Chaque vague qui gronde sur le littoral togolais rappelle l’urgence d’une bataille devenue existentielle. À Aného, ville historique de 45,9 kilomètres de la capitale, continuellement éprouvée par l’avancée inexorable de la mer, le Togo accélère la contre-offensive contre l’érosion côtière grâce au projet WACA ResIP, une initiative soutenue par la Banque mondiale visant à consolider la résilience des territoires vulnérables face aux bouleversements climatiques.

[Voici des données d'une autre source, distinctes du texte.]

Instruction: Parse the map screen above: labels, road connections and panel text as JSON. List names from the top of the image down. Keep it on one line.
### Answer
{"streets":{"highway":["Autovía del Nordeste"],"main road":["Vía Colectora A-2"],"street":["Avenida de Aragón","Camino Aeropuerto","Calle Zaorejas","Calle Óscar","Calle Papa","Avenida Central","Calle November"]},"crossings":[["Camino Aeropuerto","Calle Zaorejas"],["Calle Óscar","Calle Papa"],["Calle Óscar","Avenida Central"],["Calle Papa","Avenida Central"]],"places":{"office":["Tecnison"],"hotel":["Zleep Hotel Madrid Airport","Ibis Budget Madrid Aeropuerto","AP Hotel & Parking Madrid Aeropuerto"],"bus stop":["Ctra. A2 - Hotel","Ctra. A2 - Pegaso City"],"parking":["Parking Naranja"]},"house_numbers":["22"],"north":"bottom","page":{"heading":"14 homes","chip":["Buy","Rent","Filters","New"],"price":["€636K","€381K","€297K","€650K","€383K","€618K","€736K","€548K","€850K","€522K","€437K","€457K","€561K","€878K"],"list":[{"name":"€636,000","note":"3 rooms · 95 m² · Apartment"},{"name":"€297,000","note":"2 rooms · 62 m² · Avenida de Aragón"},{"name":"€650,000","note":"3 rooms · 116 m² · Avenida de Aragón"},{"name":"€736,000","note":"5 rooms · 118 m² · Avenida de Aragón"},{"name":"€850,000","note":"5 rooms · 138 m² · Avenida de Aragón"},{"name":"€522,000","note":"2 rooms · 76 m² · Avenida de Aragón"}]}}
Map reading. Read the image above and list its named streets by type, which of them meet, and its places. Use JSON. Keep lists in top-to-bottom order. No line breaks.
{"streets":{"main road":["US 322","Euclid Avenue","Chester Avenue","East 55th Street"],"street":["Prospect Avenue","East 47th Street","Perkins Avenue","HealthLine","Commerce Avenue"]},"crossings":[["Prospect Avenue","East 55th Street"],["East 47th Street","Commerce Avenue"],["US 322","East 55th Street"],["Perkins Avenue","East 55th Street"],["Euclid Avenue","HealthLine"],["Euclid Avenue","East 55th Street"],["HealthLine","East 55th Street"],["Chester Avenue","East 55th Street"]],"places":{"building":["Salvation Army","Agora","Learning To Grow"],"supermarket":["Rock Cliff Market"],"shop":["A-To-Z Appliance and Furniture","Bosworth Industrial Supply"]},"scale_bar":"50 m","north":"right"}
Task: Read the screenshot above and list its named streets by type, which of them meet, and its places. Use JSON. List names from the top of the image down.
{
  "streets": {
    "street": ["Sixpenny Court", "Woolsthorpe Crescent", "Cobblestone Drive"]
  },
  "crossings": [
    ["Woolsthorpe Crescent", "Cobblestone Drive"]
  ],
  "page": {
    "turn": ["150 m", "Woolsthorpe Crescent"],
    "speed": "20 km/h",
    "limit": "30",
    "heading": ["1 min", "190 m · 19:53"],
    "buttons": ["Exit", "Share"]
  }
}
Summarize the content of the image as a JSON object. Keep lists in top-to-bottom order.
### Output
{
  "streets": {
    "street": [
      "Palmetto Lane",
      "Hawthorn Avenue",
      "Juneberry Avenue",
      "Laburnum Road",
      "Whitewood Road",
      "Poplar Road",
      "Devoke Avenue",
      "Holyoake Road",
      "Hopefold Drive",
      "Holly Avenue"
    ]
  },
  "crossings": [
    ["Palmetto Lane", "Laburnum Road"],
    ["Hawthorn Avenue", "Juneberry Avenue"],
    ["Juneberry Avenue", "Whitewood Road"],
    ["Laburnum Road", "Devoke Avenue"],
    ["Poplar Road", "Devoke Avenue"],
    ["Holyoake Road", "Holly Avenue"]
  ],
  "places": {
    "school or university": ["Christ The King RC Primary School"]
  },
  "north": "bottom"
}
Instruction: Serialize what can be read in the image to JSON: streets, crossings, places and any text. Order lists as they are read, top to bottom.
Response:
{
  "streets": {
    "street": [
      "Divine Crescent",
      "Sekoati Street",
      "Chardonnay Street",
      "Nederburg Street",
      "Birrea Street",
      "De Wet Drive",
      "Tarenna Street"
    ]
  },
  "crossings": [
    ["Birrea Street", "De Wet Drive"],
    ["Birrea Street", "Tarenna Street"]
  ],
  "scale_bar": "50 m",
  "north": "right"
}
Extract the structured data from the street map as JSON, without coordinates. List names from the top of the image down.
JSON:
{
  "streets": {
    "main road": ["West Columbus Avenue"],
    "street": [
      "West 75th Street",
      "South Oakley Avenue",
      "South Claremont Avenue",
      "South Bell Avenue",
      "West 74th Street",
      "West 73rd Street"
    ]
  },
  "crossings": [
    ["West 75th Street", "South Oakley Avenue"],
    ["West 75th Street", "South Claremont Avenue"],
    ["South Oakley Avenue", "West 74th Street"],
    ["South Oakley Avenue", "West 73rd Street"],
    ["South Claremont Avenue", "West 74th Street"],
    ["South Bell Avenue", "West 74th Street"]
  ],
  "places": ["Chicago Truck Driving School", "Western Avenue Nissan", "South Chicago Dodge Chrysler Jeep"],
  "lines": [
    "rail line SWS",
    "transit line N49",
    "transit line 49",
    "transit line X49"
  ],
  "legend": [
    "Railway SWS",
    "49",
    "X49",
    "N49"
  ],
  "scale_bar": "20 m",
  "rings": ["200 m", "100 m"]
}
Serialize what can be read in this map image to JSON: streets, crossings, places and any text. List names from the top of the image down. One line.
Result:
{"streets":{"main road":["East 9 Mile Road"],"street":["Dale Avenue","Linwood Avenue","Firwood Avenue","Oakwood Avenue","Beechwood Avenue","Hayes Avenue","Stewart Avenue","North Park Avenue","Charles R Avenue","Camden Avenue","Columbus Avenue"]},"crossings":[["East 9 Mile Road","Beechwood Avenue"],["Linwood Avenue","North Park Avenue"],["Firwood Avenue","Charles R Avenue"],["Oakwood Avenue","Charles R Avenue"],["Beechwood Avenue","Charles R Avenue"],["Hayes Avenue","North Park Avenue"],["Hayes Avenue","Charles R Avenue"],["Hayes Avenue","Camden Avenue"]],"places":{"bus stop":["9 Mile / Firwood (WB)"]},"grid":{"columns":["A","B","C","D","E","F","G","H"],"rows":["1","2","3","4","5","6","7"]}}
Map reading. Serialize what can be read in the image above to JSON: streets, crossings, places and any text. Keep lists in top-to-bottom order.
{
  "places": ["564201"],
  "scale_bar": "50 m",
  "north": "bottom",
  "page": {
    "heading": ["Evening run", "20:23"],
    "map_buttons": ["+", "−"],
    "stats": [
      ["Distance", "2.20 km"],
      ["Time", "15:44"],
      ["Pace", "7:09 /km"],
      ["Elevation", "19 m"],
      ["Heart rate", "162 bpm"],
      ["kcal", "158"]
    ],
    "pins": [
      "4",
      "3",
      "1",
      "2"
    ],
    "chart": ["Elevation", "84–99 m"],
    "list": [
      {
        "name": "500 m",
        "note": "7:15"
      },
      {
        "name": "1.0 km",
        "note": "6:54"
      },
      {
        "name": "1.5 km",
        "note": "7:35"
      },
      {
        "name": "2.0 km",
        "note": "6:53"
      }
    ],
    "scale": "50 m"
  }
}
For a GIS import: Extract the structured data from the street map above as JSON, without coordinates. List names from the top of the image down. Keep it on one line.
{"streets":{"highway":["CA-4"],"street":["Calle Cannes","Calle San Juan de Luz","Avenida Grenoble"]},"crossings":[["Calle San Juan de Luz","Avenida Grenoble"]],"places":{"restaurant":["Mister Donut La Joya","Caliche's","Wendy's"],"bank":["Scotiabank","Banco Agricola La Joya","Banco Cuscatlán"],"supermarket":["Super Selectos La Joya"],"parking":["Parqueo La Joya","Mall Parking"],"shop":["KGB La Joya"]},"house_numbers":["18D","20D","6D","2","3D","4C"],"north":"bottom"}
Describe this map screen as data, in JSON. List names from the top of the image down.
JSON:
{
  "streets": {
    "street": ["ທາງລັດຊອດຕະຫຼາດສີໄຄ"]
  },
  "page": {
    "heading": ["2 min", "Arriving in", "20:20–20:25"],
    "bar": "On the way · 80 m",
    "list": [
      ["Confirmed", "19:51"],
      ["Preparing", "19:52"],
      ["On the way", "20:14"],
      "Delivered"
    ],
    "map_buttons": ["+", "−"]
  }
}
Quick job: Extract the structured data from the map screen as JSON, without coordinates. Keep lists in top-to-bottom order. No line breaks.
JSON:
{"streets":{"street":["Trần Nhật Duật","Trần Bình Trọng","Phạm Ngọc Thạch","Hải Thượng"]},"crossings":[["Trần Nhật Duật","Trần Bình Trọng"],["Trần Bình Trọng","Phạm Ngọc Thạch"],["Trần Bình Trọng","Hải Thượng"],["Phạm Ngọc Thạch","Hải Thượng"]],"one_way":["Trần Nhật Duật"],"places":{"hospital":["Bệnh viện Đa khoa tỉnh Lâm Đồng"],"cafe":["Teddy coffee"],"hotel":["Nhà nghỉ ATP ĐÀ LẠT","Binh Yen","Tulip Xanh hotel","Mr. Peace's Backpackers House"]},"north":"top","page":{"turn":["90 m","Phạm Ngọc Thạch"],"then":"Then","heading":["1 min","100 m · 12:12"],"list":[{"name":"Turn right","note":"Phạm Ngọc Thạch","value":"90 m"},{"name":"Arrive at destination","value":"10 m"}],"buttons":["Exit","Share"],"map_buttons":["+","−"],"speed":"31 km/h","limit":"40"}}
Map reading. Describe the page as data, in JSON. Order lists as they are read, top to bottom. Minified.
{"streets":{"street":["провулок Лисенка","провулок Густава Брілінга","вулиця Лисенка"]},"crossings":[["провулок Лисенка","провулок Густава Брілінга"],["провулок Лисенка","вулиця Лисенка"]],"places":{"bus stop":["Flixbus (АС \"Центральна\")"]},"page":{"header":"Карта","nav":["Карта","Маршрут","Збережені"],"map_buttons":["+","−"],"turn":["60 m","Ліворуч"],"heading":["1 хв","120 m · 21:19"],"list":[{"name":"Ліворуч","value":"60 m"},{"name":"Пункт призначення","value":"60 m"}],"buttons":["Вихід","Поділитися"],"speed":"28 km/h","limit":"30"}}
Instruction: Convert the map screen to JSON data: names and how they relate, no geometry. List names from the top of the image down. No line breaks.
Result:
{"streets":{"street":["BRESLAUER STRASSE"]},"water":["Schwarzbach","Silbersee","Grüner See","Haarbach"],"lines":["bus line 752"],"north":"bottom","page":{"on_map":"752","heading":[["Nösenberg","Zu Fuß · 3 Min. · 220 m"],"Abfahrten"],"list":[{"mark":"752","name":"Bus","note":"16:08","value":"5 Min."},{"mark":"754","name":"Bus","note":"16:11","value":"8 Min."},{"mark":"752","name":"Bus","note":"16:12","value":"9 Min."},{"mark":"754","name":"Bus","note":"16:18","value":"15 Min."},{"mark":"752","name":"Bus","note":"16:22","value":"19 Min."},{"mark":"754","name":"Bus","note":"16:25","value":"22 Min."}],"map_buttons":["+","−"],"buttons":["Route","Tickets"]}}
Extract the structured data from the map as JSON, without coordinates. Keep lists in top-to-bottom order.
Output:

Dans cette dynamique, le projet ne se limite pas à une simple réponse technique aux menaces environnementales. Il ambitionne également de préserver le tissu socio-économique des communautés riveraines, de sécuriser les infrastructures exposées aux aléas climatiques et de garantir la pérennité des activités génératrices de revenus sur le littoral. Une approche globale qui inscrit la protection côtière dans une vision durable de développement territorial.
Pour matérialiser cette ambition, plusieurs infrastructures majeures ont déjà émergé sur les côtes togolaises, notamment à Aného, dans la préfecture des Lacs. Sur ce segment particulièrement vulnérable, des brise-lames ont été érigés pour atténuer la violence des vagues, des bras lagunaires réaménagés afin d’améliorer les équilibres hydrologiques, tandis que plusieurs zones sévèrement exposées à la progression de l’océan bénéficient désormais d’ouvrages de protection renforcés.
C’est dans cette perspective d’évaluation et de suivi que l’administrateur du Groupe de la Banque mondiale pour l’Afrique, Harold Tavares, s’est rendu ce dimanche 24 mai 2026 sur le site. Cette visite de terrain lui a permis de mesurer l’état d’avancement des travaux et d’apprécier les transformations déjà perceptibles sur cette portion du littoral togolais.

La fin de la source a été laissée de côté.